Record amounts of rainfall in some areas over the summer has highlighted the importance of stormwater ponds to help prevent flooding and improve water quality throughout the region. You may have seen stormwater ponds throughout neighborhoods and commercial developments in Florida but might not know about their purpose as many people often mistake stormwater ponds for natural water bodies. Southwest Florida Water Management District ERP Bureau Chief David Kramer answers some of the most commonly asked questions about stormwater ponds and explains why they are critical in flood prevention and improving water quality.
Q: What are stormwater ponds and why do we need them?
A: A stormwater pond is designed to collect and manage runoff from rainwater. When rainwater lands on rooftops, parking lots, streets, driveways and other hard surfaces, the rainfall that doesn’t soak into the ground (stormwater runoff) flows into your neighborhood stormwater pond through grates, pipes, shallow swales or ditches. Stormwater ponds are required for most new development (since the 1980s) and are specifically designed to help prevent flooding and remove pollutants from the water. Without these ponds, excess stormwater would flood downstream to adjacent systems and properties. It would also carry pollutants like litter, motor oil, gasoline, fertilizers, pesticides, pet wastes, sediments and anything else that can float or dissolve in water, into nearby streams, rivers, lakes, wetlands, estuaries and the Gulf of Mexico.

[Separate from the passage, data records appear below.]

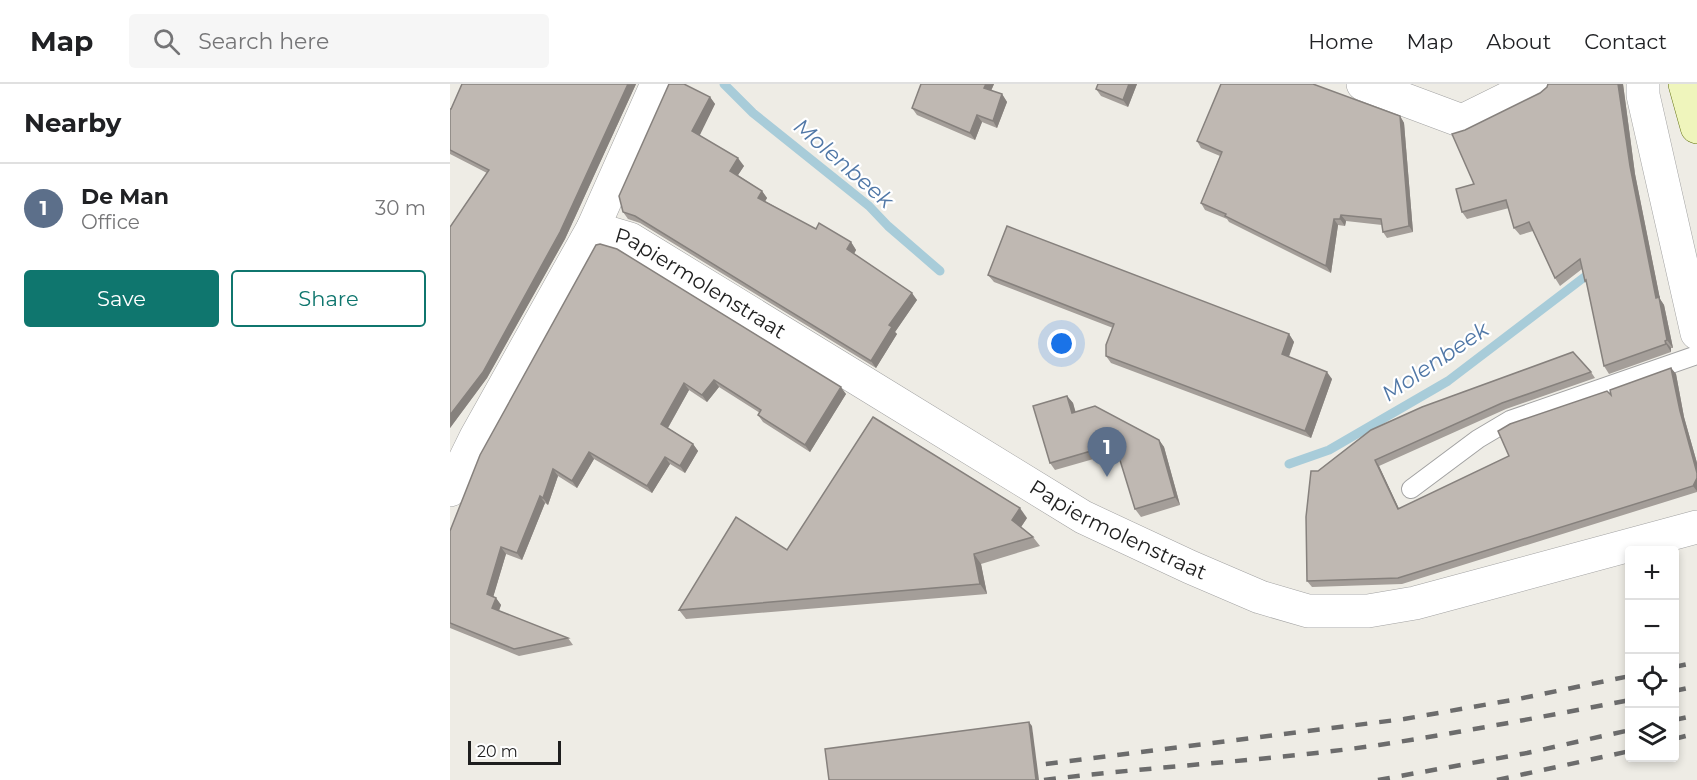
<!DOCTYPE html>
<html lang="en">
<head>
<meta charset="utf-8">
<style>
	body { margin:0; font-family:Montserrat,sans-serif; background:#f6f6f6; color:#202124 }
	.controls { position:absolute; right:18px; bottom:18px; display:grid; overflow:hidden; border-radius:6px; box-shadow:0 3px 9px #0003 }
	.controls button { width:54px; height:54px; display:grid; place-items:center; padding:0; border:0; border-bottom:2px solid #e0e0e0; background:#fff; color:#202124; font:30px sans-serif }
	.scale { position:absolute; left:18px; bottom:15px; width:93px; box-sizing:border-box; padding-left:6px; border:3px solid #1e1e1e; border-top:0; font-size:16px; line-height:21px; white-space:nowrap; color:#1e1e1e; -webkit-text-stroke:4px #fff; paint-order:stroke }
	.you { position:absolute; left:612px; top:260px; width:21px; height:21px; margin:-15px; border:4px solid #fff; border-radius:50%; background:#1a73e8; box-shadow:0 0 0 9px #1a73e833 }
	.badge { display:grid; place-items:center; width:39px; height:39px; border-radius:50%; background:#0f766e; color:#fff; font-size:20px; font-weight:700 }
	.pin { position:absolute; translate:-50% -50px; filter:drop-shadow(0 2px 3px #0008) }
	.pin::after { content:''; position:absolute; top:32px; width:21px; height:18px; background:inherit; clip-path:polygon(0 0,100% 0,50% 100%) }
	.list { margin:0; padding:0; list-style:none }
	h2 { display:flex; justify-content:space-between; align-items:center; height:78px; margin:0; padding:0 24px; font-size:26px }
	h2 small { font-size:20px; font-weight:400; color:#757577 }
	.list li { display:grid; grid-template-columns:39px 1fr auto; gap:18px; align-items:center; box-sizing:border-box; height:90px; padding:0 24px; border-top:2px solid #e0e0e0 }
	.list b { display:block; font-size:22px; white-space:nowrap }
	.list p { margin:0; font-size:20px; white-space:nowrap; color:#757577 }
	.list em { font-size:20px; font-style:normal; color:#757577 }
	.actions { display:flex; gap:12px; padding:18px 24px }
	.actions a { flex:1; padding:14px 0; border:2px solid #0f766e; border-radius:6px; text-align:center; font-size:21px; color:#0f766e }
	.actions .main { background:#0f766e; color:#fff }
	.icon { flex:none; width:33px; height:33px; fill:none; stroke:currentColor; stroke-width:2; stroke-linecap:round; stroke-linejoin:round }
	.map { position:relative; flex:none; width:1247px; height:696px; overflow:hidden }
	header { display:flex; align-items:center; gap:36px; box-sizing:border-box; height:84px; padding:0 30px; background:#fff; border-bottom:2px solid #e0e0e0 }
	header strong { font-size:28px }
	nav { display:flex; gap:33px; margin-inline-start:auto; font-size:21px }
	.search { width:420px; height:54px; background:#f6f6f6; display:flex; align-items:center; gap:15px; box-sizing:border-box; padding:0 21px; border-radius:6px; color:#757577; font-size:22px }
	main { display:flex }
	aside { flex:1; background:#fff }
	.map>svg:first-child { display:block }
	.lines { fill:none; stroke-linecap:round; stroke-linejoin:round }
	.stream { stroke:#a8ccd9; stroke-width:9 }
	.lane-casing { stroke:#a2a2a2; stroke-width:20 }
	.street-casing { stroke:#a2a2a2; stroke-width:34 }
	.secondary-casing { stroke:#5e6e0c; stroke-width:34 }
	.lane { stroke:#fff; stroke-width:18 }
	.street { stroke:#fff; stroke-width:33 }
	.secondary { stroke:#eff5bc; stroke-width:33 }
	.rail { stroke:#6c6c6c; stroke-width:4.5; stroke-dasharray:12 12; stroke-linecap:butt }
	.wall { fill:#a49e99 }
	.shaded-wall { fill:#86817d }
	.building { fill:#bfb8b2; stroke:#86817d; stroke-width:1.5 }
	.labels { text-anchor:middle; stroke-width:4.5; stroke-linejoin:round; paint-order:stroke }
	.street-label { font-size:21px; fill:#1e1e1e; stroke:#fff }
	.water-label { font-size:22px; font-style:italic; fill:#5178a7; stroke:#fff }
</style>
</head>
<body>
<header>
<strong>Map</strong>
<div class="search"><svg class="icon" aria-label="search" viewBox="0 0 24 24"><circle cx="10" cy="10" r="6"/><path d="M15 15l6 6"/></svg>Search here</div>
<nav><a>Home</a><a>Map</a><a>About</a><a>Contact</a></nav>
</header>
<main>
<aside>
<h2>Nearby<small></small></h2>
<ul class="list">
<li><span class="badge" style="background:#5c6f8a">1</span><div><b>De Man</b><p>Office</p></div><em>30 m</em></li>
</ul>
<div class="actions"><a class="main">Save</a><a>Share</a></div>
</aside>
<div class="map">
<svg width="1247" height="696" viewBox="0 0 1247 696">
	<rect width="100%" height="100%" fill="#eeece5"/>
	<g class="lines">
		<g class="stream">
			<path d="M274,0l29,29 116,93 19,20 52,45"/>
			<path d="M839,380l40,-14 119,-69 143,-109"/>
		</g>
		<g class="lane-casing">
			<path id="lane" d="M961,405l67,-50 32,-19 187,-65"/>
		</g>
		<g class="street-casing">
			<g id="street">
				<path d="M913,0l99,37 75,-37"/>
				<path d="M1193,0v11l54,238"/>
				<path d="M143,144l64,-144"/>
				<path id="s1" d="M0,406l26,-53 117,-209 37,11 453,278 107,50 70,30 48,14h60l47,-8 282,-76"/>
			</g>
		</g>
		<g class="secondary-casing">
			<path id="secondary" d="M1235,0l12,43"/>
		</g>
		<use href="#lane" class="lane"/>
		<use href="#street" class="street"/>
		<use href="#secondary" class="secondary"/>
		<g class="rail">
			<path d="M1224,583l23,-5"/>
			<path d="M1224,607l23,-5"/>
			<path d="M1224,636l23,-5"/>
			<path d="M1224,655l23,-6"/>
			<path d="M572,683l382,-48 114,-20 112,-23"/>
			<path d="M594,696c111,-14 224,-19 335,-35 84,-13 167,-29 251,-45"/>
			<path d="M928,696l149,-27 103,-23"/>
			<path d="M1047,696l133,-29"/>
		</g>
	</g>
	<g class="wall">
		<path d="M12,0h174l-71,155 -78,139 -37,50v-201l37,-54 -37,-19v-45h1z"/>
		<path d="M471,0h73l-3,7 11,3 5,8 -10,26 -15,-6 -7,18 -58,-25 -5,-7z"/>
		<path d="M648,0h39l-9,23 -27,-11 -5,-7z"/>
		<path d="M1098,0h75l12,90 25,125 4,6 9,43h-2v4l-62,22 -5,-8 -17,-81 -2,-4 -3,-12 -22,17 -5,-8 -22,-47 -13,4 -6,-7 -5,-20 -42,11 -5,-7 12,-28 -9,-54 75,-37 7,-6z"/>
		<path d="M260,13l5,7 -16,31 45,31 -6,9 24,16 5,7 -2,3 51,28 35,13 5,8 -2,4 63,46 -22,32 2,2 -21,34 -236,-145 -12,-4 -5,-7z"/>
		<path d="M950,32l4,7 9,109 -26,6 -4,-6 -1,-7 -36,-4 -1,5 -7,-1 -7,48 -102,-51 -2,-3 -22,-9 -4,-7 19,-47 -19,-8 -4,-7z"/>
		<path d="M146,161l250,149 -36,58 -47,-30 -5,-7 2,-2 -41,-26 -12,15 -18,-12 -21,38 25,16 5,7 -13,22 -15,-9 -18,29 -58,-34 -17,29 -19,-12 -10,29 -3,-2 -23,57 -16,-6 -13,43 3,1 5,7 -2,6 69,27 5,7 -54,11 -69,-28v-97z"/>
		<path d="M538,191l301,59 5,8 -5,15 43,22 -21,59 -200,-75 -5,-7 7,-28 -119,-46z"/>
		<path d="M1221,284l5,6 8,43 13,46v29l-295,92 -90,3 -5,-6 11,-110 53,-41 220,-58 4,6 -89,31 -127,57 20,43 110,-53 102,-61z"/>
		<path d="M617,312l6,7 2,9 84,28 5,7 16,58 -39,12 -6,-8 -17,-57 -63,18 -5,-7z"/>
		<path d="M577,434l-6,9 12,10 7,9 -59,18 6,30 -301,25 -7,-9 108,-60z"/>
	</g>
	<g class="shaded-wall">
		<path d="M178,0h8l-71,155 -78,139 -37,50v-13z"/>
		<path d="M536,0h8l-5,11 -5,-7z"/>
		<path d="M679,0h8l-9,23 -5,-7z"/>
		<path d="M1168,0h5l12,90 25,125 4,6 9,43 -6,-8 -11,-42 -26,-132z"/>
		<path d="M552,10l5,8 -10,26 -4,-7z"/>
		<path d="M260,13l5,7 -17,35 -6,-8z"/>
		<path d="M527,31l5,7 -7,18 -5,-7z"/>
		<path d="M950,32l4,7 9,109 -4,-6z"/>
		<path d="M288,74l6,8 -8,12 -6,-7z"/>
		<path d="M312,107l5,7 -4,7 -5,-7z"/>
		<path d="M891,131l5,6 -1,5 -5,-7z"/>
		<path d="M884,135l4,6 -7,48 -5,-7z"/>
		<path d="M401,158l5,8 -4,7 -5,-8z"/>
		<path d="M462,209l5,7 -22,32 2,2 -21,34 -5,-7 18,-36z"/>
		<path d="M839,250l5,8 -7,19 -5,-7z"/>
		<path d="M1215,257l6,7v4l-5,-8z"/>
		<path d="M1221,284l5,6 8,43 13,46v10l-17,-62z"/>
		<path d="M877,288l5,7 -21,59 -6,-7z"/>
		<path d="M264,296l5,7 -12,15 -5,-7z"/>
		<path d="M234,299l5,7 -23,41 -5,-7z"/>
		<path d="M391,303l5,7 -36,58 -5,-7z"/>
		<path d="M617,312l6,7 5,17 -6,-7z"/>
		<path d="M709,356l5,7 16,58 -5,-8z"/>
		<path d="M243,360l5,7 -13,22 -5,-7z"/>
		<path d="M139,368l5,7 -17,29 -5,-7z"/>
		<path d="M215,373l5,7 -18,29 -5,-7z"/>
		<path d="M925,376l4,6 23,49 -4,-6z"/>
		<path d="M103,385l5,7 -10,29 -5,-7z"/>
		<path d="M1247,394v13l-4,-5z"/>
		<path d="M90,412l5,7 -23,57 -5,-7z"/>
		<path d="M570,424l7,10 -8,12 -7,-10z"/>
		<path d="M51,463l5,7 -14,47 -5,-7z"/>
		<path d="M524,470l7,10 6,30 -7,-10z"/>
		<path d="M46,514l5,7 -4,10 -5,-7z"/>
		<path d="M579,638l3,4 7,54h-3z"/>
	</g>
	<g class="building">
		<path d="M12,0h166l-68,148 -77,140 -33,43v-188l39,-57 -39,-20v-41h1z"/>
		<path d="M219,0h15l26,13 -18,34 46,27 -8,13 32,20 -4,7 58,31 3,-6 32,19 -4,7 65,44 -23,32 3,2 -21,34 -236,-145 -12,-4 -4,-16z"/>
		<path d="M471,0h65l-2,4 18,6 -9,27 -16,-6 -7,18 -58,-25z"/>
		<path d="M648,0h31l-6,16 -27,-11z"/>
		<path d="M771,0h92l87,32 9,110 -26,6 -2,-13 -40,-4 -1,4h-6l-8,47 -101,-50 1,-2 -25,-11 21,-51 -25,-11z"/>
		<path d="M1098,0h70l12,82 26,132 3,-1 8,43 -2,1 1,3 -62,22 -18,-86 -1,1 -5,-22 -25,19 -26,-56 -15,6 -8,-28 -44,12 -6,-23 18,-5 -22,-50 13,-4 75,-37 7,-6z"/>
		<path d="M557,142l282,108 -7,20 45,18 -22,59 -199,-75v-11l8,-21 -126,-49z"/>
		<path d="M150,160l17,5 224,138 -36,58 -47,-30 3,-5 -47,-30 -12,15 -18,-12 -23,41 32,20 -13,22 -15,-9 -18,29 -58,-34 -17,29 -19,-12 -10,29 -3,-2 -23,57 -16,-6 -14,47 9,4 -4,10 76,30 -54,11 -64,-26v-92l30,-76 116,-210z"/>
		<path d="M1123,268l18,20 -89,31 -127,57 23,49 111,-53 -11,-25 12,-7 97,-33 4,4 -1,-5 61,-22 9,43 17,62v5l-4,8 -295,92 -91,3 -1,-64 5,-46h7l53,-41 51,-23z"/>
		<path d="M617,312l5,17 23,-7 64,34 16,57 -40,12 -20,-65 -65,19 -17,-57z"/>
		<path d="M423,333l147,91 -8,12 21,17 -59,17 6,30 -301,26 57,-93 51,33z"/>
		<path d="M579,638l7,58h-207l-4,-31z"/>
	</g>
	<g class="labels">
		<g class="street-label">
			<text dy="7" stroke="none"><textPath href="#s1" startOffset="420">Papiermolenstraat</textPath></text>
			<text dy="7" stroke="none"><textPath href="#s1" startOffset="906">Papiermolenstraat</textPath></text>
		</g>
		<g class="water-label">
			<text transform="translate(394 79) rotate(41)" y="8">Molenbeek</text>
			<text transform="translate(985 277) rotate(-34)" y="8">Molenbeek</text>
		</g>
	</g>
</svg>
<div class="controls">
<button>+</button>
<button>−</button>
<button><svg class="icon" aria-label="locate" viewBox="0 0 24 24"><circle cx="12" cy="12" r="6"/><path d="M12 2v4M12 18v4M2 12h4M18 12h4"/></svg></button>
<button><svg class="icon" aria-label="layers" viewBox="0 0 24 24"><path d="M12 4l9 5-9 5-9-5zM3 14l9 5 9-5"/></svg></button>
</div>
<div class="scale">20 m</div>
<div class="you"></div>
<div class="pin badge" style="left:657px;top:393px;background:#5c6f8a">1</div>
</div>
</main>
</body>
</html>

Q: Why don’t I see any stormwater ponds in my neighborhood?
A: Some neighborhoods that have been experiencing flooding during the summer months were built without ponds before the District’s stormwater regulations went into effect. The District typically does not have jurisdiction in those areas. If you are experiencing flooding at your home, your first contact should be your local government as they bear much of the responsibility when it comes to local flood protection.
Q: How do stormwater ponds affect water quality?
A: Stormwater runoff can enter neighborhood streams, ponds, lakes, bays, wetlands and oceans and eventually make its way into our groundwater (water beneath the earth's surface.) If that runoff is contaminated with things like oil from your driveway, too much fertilizer on your lawn or even pet waste, it can cause pollution and damage to the ecosystem. Stormwater ponds collect and filter these pollutants from the water before they are discharged into our watershed.
Q: Who is responsible for maintenance of stormwater ponds in my neighborhood?
A: Once the developer has completed construction of the roads and drainage system in a neighborhood, the property owner’s association (or in some cases, a community development district (CDD)) is typically responsible for maintaining the neighborhood drainage system, including the stormwater ponds. The long-term upkeep and maintenance of the ponds becomes the responsibility of the association or CDD, including labor and expenses for keeping the system functional.
Q: Can I remove vegetation from my stormwater pond?
A: Many stormwater ponds are designed and required to include native aquatic vegetation. Native vegetation will filter polluted runoff, trap sediments, control the growth of nuisance vegetation and help make the pond aesthetically pleasing. Aquatic plants pump oxygen into the water and create habitat by providing cover and nurseries for fish and other organisms. Pond owners often request approval to remove vegetation that becomes overgrown in stormwater ponds. Removal of exotic, nuisance and excess vegetation is allowed. Just make sure to consult your association or CDD and the District before removing any significant amount of vegetation. The District recommends selective maintenance and removal by hand rather than mass removal of native wetland vegetation that becomes established in a stormwater pond. The District does not recommend cutting, mowing, using herbicides or introducing grass carp to remove native vegetation. In addition, if using herbicides, use only herbicides labeled for aquatic use. Herbicides not labeled for aquatic use may harm fish and other aquatic life, and their application to aquatic sites is prohibited by state and federal law.
Q: Is it OK to use stormwater ponds for recreational purposes such as fishing, swimming, kayaking or stand-up paddle boarding?
A: Recreational use of stormwater ponds is potentially hazardous to your health and is not recommended. Stormwater ponds are designed to capture and retain stormwater runoff, which may contain many different types of pollution, including sediments, oils, greases, trash, nutrients, heavy metals, pesticides, herbicides and pathogens.
Q: What can residents do to help prevent pollution and flooding in stormwater ponds?
A: Never fill or obstruct stormwater ponds, swales and retention systems, as that will potentially keep the stormwater pond from working as designed. Never dump excess oils and other chemicals from your home or yard, including grass clippings, into stormwater drains or ponds. Also, be sure to clean up pet waste so nutrients and bacteria don’t enter stormwater drains.
David Kramer is a professional engineer and is the Environmental Resource Permit (ERP) Bureau Chief of the Regulation Division. A graduate of University of South Florida with a Bachelor of Science in Civil Engineering, he has more than 20 years of experience in water resource engineering and has spent his entire career in public service at the District. David also participates in statewide ERP rule development and coordination and is a member of the Florida Engineering Society and the American Society of Civil Engineers.